None the less, both the examples and the reasoning they present, on balance, reinforce my belief that the question in their title should be answered with a 'yes'. They point to the 'upsurge of in-depth field studies pointing to the considerable collective action potential of rural communities'. Moreover, the central role of group size for collective action is one of the central themes running through the book. One of the authors' merits in this regard is to have referred to a variety of advantages of small groups beyond the incentive dilution argument underlined above. Also, they have clearly distinguished the issue of group size from that of group homogeneity/ heterogeneity, providing us with a rich discussion of the various possible dimensions of social heterogeneity and their differentiated impact upon a society's collective action potential (see Chapters 5 and 12). In addition, Baland and Platteau have laid much emphasis on the role of inter-agent communication for fostering co-operation, more particularly in Chapter 7 where they review some salient results of experimental social psychology. A noteworthy feature of their discussion is that problems of commitment are brought into the picture, thus drawing attention to the crucial issue of the reliability of the promises made during the communication process.

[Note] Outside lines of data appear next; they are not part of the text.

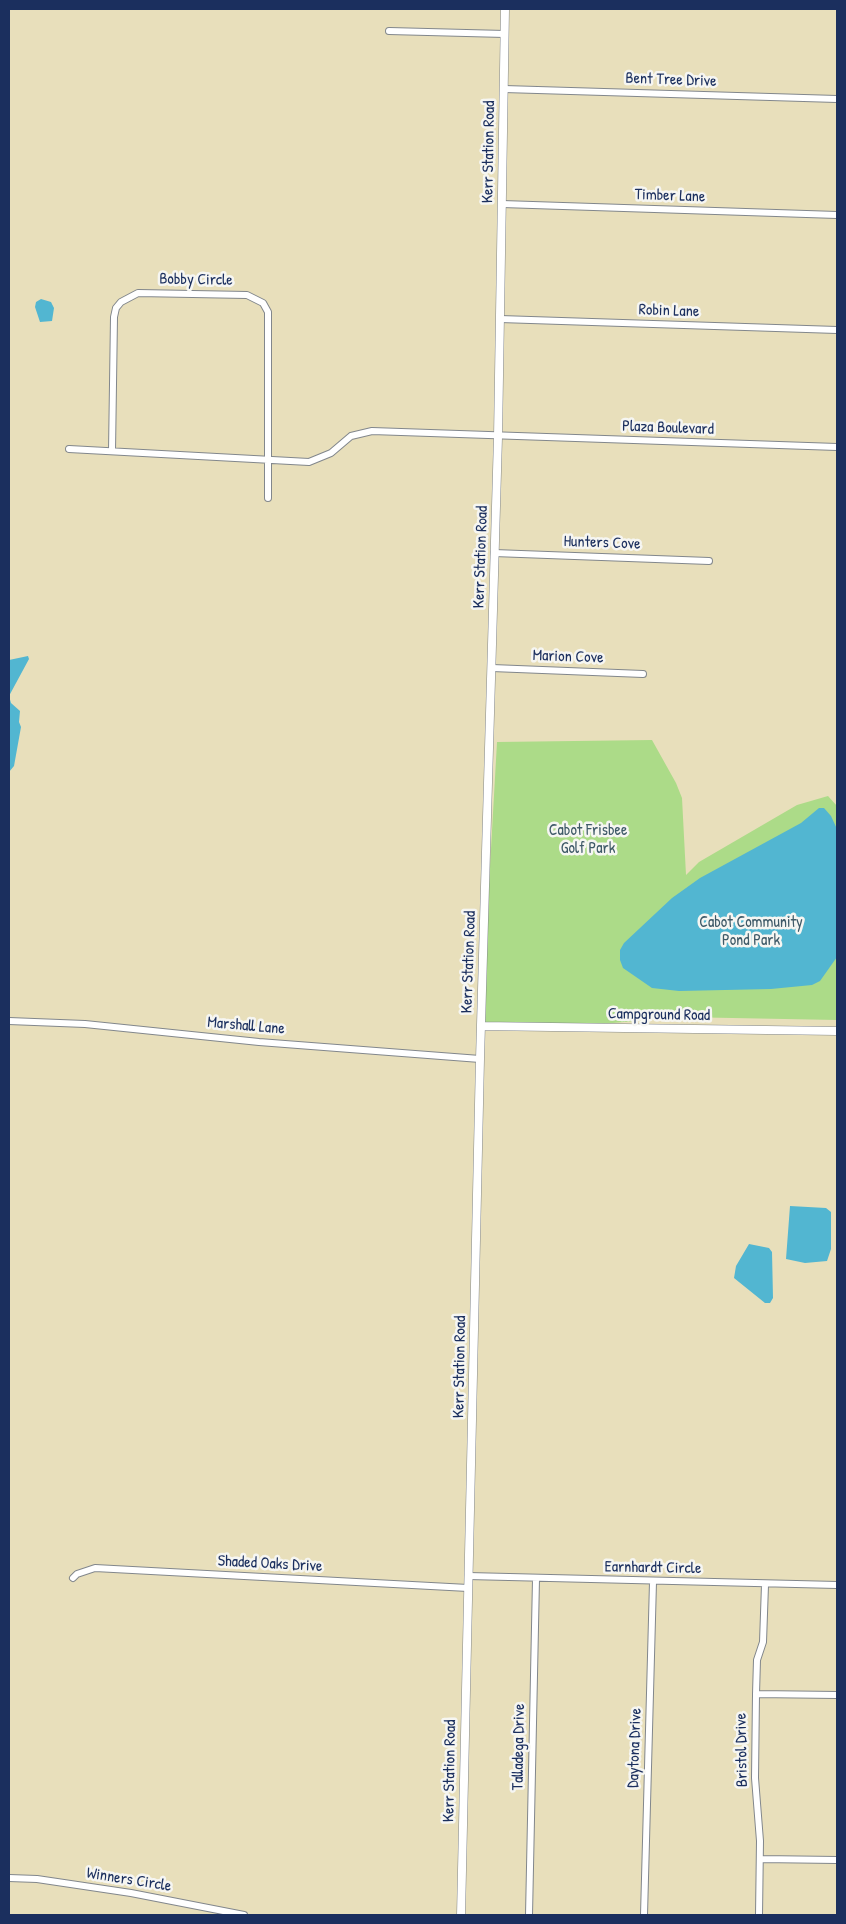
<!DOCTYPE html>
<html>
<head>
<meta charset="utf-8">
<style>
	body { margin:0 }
	#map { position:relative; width:846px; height:1924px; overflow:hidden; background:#e8dfbb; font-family:"Patrick Hand",sans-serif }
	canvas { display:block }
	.frame { position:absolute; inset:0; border:10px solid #1b2f5e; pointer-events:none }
</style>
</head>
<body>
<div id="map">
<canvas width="846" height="1924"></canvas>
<div class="frame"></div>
</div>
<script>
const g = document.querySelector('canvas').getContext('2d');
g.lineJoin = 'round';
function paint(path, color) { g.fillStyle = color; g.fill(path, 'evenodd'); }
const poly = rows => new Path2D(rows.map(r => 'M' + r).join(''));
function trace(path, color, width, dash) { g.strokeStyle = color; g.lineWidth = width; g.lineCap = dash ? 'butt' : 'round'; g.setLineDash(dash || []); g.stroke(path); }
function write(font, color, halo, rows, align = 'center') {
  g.font = font + ' "Patrick Hand",sans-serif'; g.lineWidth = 5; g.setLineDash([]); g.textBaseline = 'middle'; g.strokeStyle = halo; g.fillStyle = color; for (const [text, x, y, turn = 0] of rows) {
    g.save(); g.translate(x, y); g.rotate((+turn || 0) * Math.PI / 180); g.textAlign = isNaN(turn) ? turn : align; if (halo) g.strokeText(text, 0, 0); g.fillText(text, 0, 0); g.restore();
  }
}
paint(poly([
	[652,740,676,783,682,798,686,875,699,862,797,805,828,796,837,806,837,1020,680,1017,568,1027,481,1026,497,742]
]), '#acdb88');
paint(poly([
	[41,299,51,302,54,308,52,321,40,322,35,307,36,302],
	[28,656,29,659,9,696,11,703,20,711,19,722,21,727,14,766,9,772,9,660],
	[819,808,824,808,831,816,837,829,837,957,820,981,812,985,771,989,679,991,652,988,623,968,620,960,620,950,624,943,672,898,700,878,801,823],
	[790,1206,826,1208,831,1212,831,1249,827,1261,805,1263,786,1259],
	[749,1244,769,1248,772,1252,773,1298,770,1303,765,1303,734,1278,736,1266]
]), '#52b6d1');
const minor = poly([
	[389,31,505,34],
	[504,89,837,99],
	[502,204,837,215],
	[500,319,837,330],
	[69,449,309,462,331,453,351,436,372,431,837,447],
	[112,451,114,317,116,308,121,302,138,293,247,295,263,303,268,312,268,498],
	[494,553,709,561],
	[492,668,643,674],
	[9,1021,85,1024,259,1042,480,1059],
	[468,1576,837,1585],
	[73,1578,77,1574,95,1568,468,1588],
	[756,1694,837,1695],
	[760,1859,837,1860],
	[9,1878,37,1879,131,1893,244,1915],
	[529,1915,536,1579],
	[644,1915,653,1582],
	[759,1915,760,1841,755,1778,756,1694,757,1660,763,1642,765,1585]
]);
const tertiary = poly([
	[481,1026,837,1031],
	[461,1915,480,1059,498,437,505,9]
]);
trace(minor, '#82878c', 8);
trace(tertiary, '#82878c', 9);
trace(minor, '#fff', 6);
trace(tertiary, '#fff', 8);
write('16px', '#1b2f5e', '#f6f6f2', [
	["Bent Tree Drive",671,80,2],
	["Kerr Station Road",489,152,-89],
	["Timber Lane",670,196,2],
	["Bobby Circle",196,280,1],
	["Robin Lane",669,311,2],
	["Plaza Boulevard",668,428,2],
	["Hunters Cove",602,543,2],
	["Kerr Station Road",481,557,-88],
	["Marion Cove",568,657,2],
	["Kerr Station Road",469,962,-88],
	["Campground Road",659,1015,1],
	["Marshall Lane",246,1026,5],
	["Kerr Station Road",460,1367,-89],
	["Shaded Oaks Drive",270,1564,3],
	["Earnhardt Circle",653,1568,1],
	["Talladega Drive",519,1747,-89],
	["Daytona Drive",635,1748,-88],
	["Bristol Drive",742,1750,-91],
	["Kerr Station Road",450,1771,-89],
	["Winners Circle",129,1880,9]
]);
write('16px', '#3f5a68', '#f6f6f2', [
	["Cabot Frisbee",588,831],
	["Golf Park",588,849],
	["Cabot Community",751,923],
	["Pond Park",751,941]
]);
</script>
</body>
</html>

Finally, their 'game theoretical analysis suggests that problems of the commons are not necessarily well depicted by the classic prisoner's dilemma'. As they show, important situations involve problems of trust, co-ordination, leadership, heterogeneity, etc., and one of the main contributions of their book is to have offered a precise theoretical characterization of such situations (in Chapter 5) and to have simultaneously illustrated and discussed them in the light of a host of socio-anthropological studies (in Chapter 12).

Admittedly, some readers may prefer to emphasize the value of other features of the book, and it is good that readers with different leanings should also find value in it. But I believe that, in view of the absolutely appalling record of most of the national governments of the poorest countries, the potentials of the smaller rural communities in these societies cannot be ignored. All too often these small communities are oppressed and repressed by the autocratic leaders and kleptocratic civil and military officers of these countries. These small communities have many disadvantages and they may often need help. That is one reason why the co-management approach discussed at the end of the book (in Chapter 13) deserves the attention of policymakers: it underlines the case for institutionalizing co-operation between the State and the user communities by using their comparative strengths at different levels in a complementary way. Baland and Platteau realize that co-management is not, however, a magic word-that it should take on a variety of forms and that it is up to each country to find the most suitable one by taking due account of the specific characteristics of the resources and the users involved. I commend their balanced argument to readers.